The twin bibles of data warehousing theory are Bill Inmon's Building The Data Warehouse and Ralph Kimball's The Data Warehouse Toolkit. There's a lot of platform-war kerfuffle amongst BI insiders who treat these like religious texts. Stay out of that as much as you can...the fight is more about personal style than technical correctness.
Bird's-eye view, I'd recommend going with Inmon if you're a "measure twice, cut once" type of developer who likes to plan carefully, then build. Conversely, I'd recommend Kimball if you like to jump in feet first and start prototyping.
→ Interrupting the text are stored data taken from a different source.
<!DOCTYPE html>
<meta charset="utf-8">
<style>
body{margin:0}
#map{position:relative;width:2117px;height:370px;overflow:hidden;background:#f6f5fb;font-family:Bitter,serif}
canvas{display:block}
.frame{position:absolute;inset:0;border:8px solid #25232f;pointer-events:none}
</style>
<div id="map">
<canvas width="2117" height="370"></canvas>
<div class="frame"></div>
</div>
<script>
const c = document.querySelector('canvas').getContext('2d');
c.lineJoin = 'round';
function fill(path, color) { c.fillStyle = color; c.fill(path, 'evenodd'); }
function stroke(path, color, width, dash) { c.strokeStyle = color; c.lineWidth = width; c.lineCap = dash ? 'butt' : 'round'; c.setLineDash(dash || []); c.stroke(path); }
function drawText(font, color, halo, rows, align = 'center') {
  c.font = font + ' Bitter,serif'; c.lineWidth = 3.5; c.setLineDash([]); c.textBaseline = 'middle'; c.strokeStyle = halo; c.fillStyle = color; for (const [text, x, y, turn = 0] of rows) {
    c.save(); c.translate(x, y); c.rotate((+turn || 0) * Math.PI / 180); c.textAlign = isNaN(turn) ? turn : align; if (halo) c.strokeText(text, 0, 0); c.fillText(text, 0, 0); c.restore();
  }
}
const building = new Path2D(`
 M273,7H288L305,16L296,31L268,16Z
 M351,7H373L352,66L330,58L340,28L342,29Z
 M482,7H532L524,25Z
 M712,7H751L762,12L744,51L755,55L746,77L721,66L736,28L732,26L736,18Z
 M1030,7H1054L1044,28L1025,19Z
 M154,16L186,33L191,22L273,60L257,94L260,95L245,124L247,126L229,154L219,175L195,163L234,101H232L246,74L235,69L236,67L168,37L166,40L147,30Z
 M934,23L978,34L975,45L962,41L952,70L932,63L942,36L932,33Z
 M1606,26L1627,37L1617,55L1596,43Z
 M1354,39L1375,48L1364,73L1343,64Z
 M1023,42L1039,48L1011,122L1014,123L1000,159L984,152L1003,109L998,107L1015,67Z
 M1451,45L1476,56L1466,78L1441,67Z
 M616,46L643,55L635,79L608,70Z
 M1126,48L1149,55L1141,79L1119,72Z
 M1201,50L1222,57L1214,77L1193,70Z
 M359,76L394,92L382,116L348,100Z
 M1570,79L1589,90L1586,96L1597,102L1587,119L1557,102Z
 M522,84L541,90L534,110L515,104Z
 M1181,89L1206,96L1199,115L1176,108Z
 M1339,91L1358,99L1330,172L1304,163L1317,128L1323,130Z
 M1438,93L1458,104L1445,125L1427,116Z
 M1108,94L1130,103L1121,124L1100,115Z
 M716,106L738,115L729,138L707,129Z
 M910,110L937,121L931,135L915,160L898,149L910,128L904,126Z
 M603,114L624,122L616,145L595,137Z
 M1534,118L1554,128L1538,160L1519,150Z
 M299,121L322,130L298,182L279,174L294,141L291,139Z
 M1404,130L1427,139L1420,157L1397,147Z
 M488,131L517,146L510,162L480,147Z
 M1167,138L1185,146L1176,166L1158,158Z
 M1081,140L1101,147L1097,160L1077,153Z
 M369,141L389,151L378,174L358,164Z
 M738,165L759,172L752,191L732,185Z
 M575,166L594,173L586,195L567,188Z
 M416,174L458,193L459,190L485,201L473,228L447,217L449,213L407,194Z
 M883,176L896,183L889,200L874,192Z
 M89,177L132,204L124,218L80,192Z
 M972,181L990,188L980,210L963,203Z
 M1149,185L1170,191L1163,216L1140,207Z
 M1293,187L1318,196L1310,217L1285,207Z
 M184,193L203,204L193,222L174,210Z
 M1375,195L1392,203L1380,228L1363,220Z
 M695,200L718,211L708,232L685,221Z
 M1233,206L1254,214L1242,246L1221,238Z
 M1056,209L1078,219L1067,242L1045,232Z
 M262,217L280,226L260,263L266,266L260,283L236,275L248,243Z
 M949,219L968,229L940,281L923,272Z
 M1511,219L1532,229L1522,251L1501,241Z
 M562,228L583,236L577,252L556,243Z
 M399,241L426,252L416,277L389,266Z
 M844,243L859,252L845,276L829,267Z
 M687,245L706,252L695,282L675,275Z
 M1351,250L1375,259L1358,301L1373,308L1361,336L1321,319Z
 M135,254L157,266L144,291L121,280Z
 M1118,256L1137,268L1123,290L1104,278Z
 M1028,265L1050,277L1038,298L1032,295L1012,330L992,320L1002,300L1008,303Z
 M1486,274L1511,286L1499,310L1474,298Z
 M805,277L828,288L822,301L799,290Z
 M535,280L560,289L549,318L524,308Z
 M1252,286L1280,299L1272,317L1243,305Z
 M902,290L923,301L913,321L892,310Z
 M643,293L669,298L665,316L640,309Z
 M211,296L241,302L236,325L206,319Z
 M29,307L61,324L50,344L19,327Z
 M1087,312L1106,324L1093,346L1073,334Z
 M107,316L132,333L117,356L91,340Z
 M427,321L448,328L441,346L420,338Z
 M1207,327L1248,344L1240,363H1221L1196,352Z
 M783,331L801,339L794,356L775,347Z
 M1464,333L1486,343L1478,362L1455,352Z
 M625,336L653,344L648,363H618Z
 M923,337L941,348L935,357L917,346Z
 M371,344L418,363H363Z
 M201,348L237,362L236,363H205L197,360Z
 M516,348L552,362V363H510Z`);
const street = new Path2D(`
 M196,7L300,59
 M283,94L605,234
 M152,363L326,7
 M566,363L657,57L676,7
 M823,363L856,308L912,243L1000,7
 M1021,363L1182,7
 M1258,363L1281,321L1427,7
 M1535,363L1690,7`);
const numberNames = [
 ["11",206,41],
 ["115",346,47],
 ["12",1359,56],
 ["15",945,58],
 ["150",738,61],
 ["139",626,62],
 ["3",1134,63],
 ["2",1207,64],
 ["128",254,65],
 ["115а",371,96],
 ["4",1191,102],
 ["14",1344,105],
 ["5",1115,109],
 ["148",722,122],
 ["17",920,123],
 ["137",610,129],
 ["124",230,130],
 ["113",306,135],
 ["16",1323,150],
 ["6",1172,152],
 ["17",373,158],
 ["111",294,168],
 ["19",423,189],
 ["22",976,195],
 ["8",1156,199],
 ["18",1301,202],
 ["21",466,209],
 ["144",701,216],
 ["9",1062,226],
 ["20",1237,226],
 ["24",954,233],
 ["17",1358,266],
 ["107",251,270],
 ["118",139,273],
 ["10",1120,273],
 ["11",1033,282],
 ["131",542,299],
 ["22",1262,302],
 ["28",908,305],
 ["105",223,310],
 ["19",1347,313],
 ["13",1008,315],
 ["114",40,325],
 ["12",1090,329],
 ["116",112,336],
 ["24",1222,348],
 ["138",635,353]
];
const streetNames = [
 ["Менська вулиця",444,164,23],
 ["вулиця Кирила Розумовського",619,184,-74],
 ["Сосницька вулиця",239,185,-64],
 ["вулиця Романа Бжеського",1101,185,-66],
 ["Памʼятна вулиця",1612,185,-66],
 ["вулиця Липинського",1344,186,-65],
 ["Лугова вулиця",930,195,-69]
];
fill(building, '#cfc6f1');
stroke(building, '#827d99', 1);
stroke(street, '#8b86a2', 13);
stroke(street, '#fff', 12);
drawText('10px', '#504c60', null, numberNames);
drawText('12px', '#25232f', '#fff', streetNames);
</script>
Either one of these books will serve perfectly well to teach you the basics of BI theory and practice.
After that, since your primary interest is in SSIS - the ETL component in Microsoft's stack - I'd recommend Kimball's The Data Warehouse ETL Toolkit. This will teach you why you're doing ETL and what the common practices are. You could potentially skip the first two recommendations and jump straight to this one if you thrive on a steeper learning curve, but I strongly recommend attacking this book before doing a Microsoft-specific one.
From there, there are half a dozen books about SSIS 2008 specifically, or you could get The Microsoft Data Warehouse Toolkit. All of these have Kindle editions, as do the SSIS-specific books from most publishers (Wrox, Wiley, etc.)